UK: Total Prepares to Regain Control of Elgin Gas Leak
Following confirmation on Saturday morning (31 March) that the flare on the Elgin Platform has extinguished itself, Total is actively preparing operations to regain control of the leaking well.
With respect to stopping the leak, Total has launched two main actions which are progressing in parallel.
– The first action plan is to carry out the well control operation using a floating support vessel and pumping mud into the well. This solution would require reboarding the platform. The Group is working in cooperation with the Health and Safety Executive (HSE) to agree conditions under which regaining access to the Elgin platform can be undertaken safely.
Once the platform is accessed, advanced preparations for controlling the well can proceed. Total has identified and is sourcing the necessary support vessels required to facilitate the operation. Two suitable vessels have been chartered, one boat and one rig. Each of the vessels identified has special dynamic positioning capability, making them most suitable for the operation planned.

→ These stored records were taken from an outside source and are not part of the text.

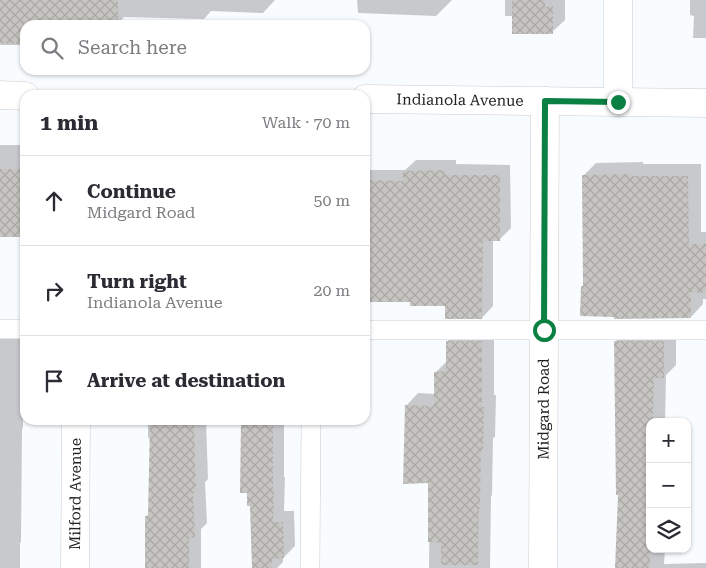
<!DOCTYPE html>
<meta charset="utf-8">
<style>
:root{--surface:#fff;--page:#f2f2f3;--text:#2b2b33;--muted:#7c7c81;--line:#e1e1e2}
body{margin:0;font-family:"Roboto Serif",serif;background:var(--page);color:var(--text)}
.controls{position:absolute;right:15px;bottom:15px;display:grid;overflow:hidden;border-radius:10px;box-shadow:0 1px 4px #0004}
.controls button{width:45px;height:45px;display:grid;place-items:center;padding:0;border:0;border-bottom:1px solid var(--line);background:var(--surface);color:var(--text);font:25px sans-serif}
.stop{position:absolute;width:15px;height:15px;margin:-11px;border:4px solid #0b8043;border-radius:50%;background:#fff}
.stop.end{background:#0b8043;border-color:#fff;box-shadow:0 1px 5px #0008}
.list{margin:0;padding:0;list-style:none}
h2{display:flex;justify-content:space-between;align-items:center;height:65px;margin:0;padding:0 20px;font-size:21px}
h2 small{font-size:16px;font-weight:400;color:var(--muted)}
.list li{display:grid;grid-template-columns:32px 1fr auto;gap:15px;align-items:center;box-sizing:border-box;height:90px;padding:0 20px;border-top:1px solid var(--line)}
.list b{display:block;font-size:19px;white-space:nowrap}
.list p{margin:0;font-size:16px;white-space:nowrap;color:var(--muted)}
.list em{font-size:16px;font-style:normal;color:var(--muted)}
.icon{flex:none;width:28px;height:28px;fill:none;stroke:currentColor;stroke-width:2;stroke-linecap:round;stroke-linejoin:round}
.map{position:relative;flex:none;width:706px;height:568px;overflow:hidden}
.search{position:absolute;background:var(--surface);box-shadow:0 1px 4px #0004;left:20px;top:20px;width:350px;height:55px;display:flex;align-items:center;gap:12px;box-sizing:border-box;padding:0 18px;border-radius:15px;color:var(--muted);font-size:19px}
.panel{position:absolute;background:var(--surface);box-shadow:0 1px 4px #0004;left:20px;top:90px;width:350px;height:335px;border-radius:15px}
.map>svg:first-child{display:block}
</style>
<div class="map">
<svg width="706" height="568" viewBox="0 0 706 568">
<defs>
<pattern id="building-cross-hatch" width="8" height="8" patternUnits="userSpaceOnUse" patternTransform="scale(1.25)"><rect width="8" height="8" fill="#c7c5c1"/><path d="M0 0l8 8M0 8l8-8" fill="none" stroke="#aba9a6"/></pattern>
</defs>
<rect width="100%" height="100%" fill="#f9fcff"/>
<!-- shadow -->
<g fill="#0003">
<polygon points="0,0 275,0 263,13 211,11 204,19 124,17 117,25 65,23 65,25 25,25 25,45 0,45"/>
<polygon points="357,0 452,0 436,16 358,13"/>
<polygon points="505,0 565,0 565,20 552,32 513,16 505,16"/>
<polygon points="690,0 706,0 706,38 693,38 694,16 690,15"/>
<rect x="0" y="145" width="25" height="90"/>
<polygon points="416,160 456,160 456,164 510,165 511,228 500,239 493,239 493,306 482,318 447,305 411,301 366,301 365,316 365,170 405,170"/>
<polygon points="643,162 643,164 701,164 701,232 706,232 706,299 703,299 703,304 691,317 584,285 583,176 596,163"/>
<polygon points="459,329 494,329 494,395 496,395 495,437 493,438 492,495 491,496 490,568 429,568 430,482 406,406 418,393 435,394 436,372 447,361 447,342"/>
<polygon points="627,330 676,330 676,365 666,375 665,422 650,422 650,549 665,549 664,564 706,563 706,568 616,568 619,494 615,342"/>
<polygon points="0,337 22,337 23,428 22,429 21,542 20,543 20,568 0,568"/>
<polygon points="148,420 206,420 208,479 205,482 207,523 201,529 201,568 146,568 146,517 149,513 151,438 148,438"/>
<polygon points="242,420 284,420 284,477 285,477 284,511 294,511 295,546 283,558 283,562 277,568 253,568 251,505"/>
</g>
<!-- building -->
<g fill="url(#building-cross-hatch)">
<polygon points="0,0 118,0 118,25 47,24 47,25 25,25 25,44 0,43"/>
<polygon points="512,0 545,0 545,7 553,6 553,34 512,34"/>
<rect x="0" y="169" width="25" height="68"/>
<polygon points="445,170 445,175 500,175 500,241 483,241 482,319 445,319 445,306 410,306 410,302 365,302 365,180 403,181 403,171"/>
<polygon points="631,174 631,176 688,176 689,244 706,244 706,293 691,292 691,318 614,319 614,317 580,316 581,286 583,286 582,175"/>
<polygon points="446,341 482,341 482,407 484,407 483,450 481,450 480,509 479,509 478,565 441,565 441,543 428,542 428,483 403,484 405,405 434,406 434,372 446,371"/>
<polygon points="614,341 664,341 664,378 654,378 653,422 650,422 650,568 615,568 618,495 616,495"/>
<polygon points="150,420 194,420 196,493 193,493 195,537 189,538 189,568 145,568 145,516 148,516"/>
<polygon points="241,420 273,420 273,488 274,488 273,522 283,522 284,558 272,559 272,568 252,568 250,506 247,506 247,493 240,493"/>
</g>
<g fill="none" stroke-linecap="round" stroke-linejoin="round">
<!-- lane casing -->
<g stroke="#c9cbcf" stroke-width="20">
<g id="lane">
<polyline points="0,329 25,329"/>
<polyline points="365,330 706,330"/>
<polyline points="310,568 311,420"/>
</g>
</g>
<!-- street casing -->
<g stroke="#c9cbcf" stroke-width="29">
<g id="street">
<polyline points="618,102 618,0"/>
<path id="s1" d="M75,568L76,420"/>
<path id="s2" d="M543,568L545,101"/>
</g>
</g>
<!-- primary casing -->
<g stroke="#c9cbcf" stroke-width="29">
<g id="primary">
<polyline points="0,95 25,96"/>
<path id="s3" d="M365,99L706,103"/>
</g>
</g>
<!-- lane -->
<use href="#lane" stroke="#fff" stroke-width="19"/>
<!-- street -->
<use href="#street" stroke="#fff" stroke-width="28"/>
<!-- primary -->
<use href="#primary" stroke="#fff" stroke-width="28"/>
</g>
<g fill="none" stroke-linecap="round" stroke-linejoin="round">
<!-- route -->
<polyline stroke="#0b8043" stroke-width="6" points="544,330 545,101 618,102"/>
</g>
<g text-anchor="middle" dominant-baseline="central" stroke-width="5" stroke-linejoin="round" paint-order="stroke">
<!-- street labels -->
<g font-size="15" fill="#202122" stroke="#f9fcff">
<text stroke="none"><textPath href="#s3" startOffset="95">Indianola Avenue</textPath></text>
<text stroke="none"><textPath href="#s2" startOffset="159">Midgard Road</textPath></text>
<text stroke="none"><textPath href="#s1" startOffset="74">Milford Avenue</textPath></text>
</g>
</g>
</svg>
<div class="controls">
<button>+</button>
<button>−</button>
<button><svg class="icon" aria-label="layers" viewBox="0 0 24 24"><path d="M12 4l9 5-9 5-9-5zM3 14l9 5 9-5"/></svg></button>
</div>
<div class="stop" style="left:544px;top:330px"></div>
<div class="stop end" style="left:618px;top:102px"></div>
<div class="search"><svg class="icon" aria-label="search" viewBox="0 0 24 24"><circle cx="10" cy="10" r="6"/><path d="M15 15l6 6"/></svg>Search here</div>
<section class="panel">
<h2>1 min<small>Walk · 70 m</small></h2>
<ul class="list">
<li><svg class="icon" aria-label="ahead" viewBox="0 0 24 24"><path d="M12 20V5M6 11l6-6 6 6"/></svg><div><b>Continue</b><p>Midgard Road</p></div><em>50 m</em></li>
<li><svg class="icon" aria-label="right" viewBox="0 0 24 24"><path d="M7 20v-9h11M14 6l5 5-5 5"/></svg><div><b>Turn right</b><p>Indianola Avenue</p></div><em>20 m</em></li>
<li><svg class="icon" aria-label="arrive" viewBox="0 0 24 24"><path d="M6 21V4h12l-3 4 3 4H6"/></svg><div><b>Arrive at destination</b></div></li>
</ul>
</section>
</div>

– The second action plan relates to drilling a relief well and a backup relief well. Total has already mobilised two rigs to drill these wells; both will move to Elgin on final suspension of current operations. The first is the Sedco 714, currently drilling on the Fettercairn field 400kms to the North of Elgin. The second, the Rowan Gorilla V, is currently drilling on the West Franklin field just 6kms from Elgin. To maintain the widest possible range of options, other drilling rigs are also being considered.

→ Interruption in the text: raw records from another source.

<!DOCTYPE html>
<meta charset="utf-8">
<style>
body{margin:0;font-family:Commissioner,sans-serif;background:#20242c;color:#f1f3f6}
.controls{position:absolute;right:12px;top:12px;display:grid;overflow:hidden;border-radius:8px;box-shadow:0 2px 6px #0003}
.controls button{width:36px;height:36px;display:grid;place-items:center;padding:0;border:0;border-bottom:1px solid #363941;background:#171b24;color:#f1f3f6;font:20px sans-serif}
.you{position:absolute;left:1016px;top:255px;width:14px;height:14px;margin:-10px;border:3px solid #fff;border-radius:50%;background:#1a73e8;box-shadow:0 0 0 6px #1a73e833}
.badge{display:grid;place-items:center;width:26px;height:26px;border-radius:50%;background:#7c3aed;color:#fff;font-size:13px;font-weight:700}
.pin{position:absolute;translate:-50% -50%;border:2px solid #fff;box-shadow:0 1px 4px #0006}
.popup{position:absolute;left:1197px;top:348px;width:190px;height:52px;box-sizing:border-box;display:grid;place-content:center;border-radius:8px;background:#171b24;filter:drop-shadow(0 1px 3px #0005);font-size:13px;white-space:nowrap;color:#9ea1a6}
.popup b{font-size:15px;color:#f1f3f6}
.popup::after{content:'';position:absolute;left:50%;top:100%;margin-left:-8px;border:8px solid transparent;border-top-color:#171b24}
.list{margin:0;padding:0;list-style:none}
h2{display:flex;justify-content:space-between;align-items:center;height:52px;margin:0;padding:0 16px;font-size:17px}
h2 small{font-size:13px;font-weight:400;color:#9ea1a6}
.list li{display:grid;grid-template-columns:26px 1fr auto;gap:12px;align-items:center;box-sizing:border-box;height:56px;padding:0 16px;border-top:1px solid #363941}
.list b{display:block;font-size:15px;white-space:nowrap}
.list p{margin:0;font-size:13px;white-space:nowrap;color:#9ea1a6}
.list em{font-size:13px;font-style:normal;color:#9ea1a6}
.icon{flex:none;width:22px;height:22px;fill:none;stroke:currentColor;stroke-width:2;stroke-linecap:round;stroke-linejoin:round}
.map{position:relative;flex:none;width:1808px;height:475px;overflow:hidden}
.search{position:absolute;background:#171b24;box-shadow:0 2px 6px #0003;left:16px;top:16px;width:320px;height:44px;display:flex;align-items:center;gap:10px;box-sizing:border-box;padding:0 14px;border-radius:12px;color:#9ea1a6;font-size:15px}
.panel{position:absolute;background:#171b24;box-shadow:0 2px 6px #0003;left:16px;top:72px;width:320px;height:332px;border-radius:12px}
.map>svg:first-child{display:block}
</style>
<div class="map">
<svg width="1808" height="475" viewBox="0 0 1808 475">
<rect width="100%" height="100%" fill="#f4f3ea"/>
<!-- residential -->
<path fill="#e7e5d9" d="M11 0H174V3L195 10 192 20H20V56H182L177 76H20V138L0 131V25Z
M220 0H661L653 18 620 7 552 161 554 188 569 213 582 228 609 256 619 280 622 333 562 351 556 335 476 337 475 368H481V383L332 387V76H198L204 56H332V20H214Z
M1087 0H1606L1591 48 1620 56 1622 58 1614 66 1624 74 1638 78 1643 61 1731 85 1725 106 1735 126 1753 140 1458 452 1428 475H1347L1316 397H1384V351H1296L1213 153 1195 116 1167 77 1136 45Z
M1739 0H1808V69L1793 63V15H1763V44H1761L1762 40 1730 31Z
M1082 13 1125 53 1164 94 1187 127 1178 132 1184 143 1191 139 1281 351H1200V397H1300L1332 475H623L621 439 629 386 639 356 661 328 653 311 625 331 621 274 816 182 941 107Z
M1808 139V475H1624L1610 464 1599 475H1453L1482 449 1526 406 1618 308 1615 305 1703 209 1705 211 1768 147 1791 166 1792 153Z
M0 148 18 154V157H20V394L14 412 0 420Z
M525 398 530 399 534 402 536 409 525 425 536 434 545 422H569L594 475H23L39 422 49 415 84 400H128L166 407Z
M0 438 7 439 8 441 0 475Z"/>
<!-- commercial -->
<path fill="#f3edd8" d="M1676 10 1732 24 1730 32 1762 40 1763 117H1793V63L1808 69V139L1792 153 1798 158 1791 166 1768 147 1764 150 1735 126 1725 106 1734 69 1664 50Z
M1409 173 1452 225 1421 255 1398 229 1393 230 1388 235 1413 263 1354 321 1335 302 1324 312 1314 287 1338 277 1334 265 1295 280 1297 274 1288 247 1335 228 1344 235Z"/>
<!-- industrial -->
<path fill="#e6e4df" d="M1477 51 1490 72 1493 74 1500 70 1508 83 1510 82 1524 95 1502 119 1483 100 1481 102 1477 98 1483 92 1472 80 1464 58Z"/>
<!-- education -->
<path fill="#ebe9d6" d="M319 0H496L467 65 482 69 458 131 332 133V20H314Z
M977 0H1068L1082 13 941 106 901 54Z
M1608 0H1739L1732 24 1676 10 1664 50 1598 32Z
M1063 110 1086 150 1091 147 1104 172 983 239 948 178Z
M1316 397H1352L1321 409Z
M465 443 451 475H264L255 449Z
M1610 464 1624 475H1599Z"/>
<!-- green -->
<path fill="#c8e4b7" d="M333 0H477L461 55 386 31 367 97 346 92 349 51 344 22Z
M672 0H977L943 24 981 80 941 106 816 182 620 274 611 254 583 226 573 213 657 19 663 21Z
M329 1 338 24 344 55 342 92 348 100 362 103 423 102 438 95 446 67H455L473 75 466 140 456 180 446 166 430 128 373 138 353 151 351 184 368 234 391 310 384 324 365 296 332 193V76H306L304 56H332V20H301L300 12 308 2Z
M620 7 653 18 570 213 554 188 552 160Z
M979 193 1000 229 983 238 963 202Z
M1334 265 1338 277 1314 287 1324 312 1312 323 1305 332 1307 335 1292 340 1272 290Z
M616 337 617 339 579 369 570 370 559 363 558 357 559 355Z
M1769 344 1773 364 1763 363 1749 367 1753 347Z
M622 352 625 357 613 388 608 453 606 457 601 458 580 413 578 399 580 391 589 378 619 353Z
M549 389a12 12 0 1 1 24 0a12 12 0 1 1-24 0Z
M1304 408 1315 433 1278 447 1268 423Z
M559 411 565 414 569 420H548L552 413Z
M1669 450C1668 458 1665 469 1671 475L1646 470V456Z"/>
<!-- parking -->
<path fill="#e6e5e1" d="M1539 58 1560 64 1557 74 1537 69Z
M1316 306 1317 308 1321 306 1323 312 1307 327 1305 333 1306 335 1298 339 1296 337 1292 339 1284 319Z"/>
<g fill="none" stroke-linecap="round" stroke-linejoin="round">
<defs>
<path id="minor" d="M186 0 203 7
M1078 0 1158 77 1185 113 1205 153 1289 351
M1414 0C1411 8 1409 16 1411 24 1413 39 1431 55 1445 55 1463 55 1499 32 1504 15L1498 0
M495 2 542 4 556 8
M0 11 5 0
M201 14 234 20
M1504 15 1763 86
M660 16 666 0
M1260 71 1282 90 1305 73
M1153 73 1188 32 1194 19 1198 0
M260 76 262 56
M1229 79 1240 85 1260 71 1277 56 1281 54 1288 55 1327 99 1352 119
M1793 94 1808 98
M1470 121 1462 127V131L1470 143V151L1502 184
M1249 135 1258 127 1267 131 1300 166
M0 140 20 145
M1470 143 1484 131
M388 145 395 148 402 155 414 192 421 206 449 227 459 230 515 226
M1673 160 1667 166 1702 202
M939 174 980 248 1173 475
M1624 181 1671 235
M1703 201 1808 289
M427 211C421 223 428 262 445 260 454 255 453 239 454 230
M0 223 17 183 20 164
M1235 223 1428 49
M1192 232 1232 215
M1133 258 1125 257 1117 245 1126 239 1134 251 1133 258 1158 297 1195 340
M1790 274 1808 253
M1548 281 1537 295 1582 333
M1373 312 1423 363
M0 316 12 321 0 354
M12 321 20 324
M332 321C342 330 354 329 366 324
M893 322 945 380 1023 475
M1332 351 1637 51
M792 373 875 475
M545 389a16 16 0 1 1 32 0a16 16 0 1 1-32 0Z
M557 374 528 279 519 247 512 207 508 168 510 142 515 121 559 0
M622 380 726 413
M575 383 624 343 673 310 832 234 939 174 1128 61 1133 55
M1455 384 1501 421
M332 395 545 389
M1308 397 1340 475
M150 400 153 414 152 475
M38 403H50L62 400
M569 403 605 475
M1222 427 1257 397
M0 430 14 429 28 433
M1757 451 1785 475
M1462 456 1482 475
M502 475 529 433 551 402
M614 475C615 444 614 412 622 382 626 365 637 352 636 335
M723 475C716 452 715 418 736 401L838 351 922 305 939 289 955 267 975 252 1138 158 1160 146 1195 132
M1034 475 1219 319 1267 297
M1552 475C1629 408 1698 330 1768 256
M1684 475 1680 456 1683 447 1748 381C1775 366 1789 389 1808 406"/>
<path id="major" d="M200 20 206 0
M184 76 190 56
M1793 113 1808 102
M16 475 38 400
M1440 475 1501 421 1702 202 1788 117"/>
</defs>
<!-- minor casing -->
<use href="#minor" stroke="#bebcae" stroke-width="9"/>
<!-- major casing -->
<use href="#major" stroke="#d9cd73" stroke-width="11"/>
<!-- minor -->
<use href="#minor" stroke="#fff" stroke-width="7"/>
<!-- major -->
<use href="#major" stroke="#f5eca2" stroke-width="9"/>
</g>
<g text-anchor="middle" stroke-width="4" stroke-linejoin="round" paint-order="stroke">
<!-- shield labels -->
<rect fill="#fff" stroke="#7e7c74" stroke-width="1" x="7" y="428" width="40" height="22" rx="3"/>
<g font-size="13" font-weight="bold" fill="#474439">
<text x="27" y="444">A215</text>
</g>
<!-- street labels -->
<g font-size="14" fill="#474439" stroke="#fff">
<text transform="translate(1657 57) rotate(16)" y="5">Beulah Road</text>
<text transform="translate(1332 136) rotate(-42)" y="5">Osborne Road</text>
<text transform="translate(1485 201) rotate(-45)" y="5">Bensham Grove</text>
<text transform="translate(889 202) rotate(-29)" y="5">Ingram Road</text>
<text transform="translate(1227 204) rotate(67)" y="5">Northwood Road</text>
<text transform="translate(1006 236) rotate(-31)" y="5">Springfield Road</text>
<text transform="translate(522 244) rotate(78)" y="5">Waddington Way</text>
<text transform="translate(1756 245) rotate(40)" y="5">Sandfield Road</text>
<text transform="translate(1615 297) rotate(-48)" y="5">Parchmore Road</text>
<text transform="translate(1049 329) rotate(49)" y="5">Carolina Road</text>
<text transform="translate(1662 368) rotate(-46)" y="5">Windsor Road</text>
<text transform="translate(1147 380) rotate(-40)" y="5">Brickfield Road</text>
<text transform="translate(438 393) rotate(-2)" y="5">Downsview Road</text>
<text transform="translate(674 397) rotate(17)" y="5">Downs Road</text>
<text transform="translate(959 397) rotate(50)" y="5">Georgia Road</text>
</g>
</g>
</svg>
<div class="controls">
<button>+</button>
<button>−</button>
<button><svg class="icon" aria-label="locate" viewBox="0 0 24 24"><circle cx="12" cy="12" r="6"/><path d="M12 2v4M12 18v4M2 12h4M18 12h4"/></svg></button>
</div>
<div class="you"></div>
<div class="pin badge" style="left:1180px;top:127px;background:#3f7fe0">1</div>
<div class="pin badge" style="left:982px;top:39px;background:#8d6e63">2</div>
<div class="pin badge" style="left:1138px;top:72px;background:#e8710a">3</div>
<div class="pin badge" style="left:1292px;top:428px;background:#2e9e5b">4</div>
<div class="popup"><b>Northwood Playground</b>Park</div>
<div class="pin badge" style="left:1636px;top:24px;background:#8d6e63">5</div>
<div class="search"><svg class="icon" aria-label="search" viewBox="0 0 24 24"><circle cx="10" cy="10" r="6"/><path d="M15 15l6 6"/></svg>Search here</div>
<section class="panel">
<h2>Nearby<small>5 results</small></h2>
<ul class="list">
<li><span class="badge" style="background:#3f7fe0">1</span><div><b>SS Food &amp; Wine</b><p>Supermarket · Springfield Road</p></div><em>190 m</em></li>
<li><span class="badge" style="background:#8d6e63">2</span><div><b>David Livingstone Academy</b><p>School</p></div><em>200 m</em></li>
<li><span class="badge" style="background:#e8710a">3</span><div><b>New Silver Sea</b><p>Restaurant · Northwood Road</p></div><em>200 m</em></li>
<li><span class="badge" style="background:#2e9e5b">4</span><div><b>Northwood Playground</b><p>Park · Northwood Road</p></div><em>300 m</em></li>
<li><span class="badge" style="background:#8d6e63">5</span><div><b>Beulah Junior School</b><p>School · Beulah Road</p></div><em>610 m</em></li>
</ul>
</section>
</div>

Two other key vessels are also standing by on location. One is an ROV (Remote Operate Vehicle) deployment vessel to carry out underwater inspections in the location of the Elgin platform; a second similar vessel is on standby to conduct seabed surveys of possible locations for relief wells. Both vessels are currently awaiting optimum sea conditions before they can be deployed.
Reconnaissance and monitoring of the site by aircraft and fire fighting vessels continues.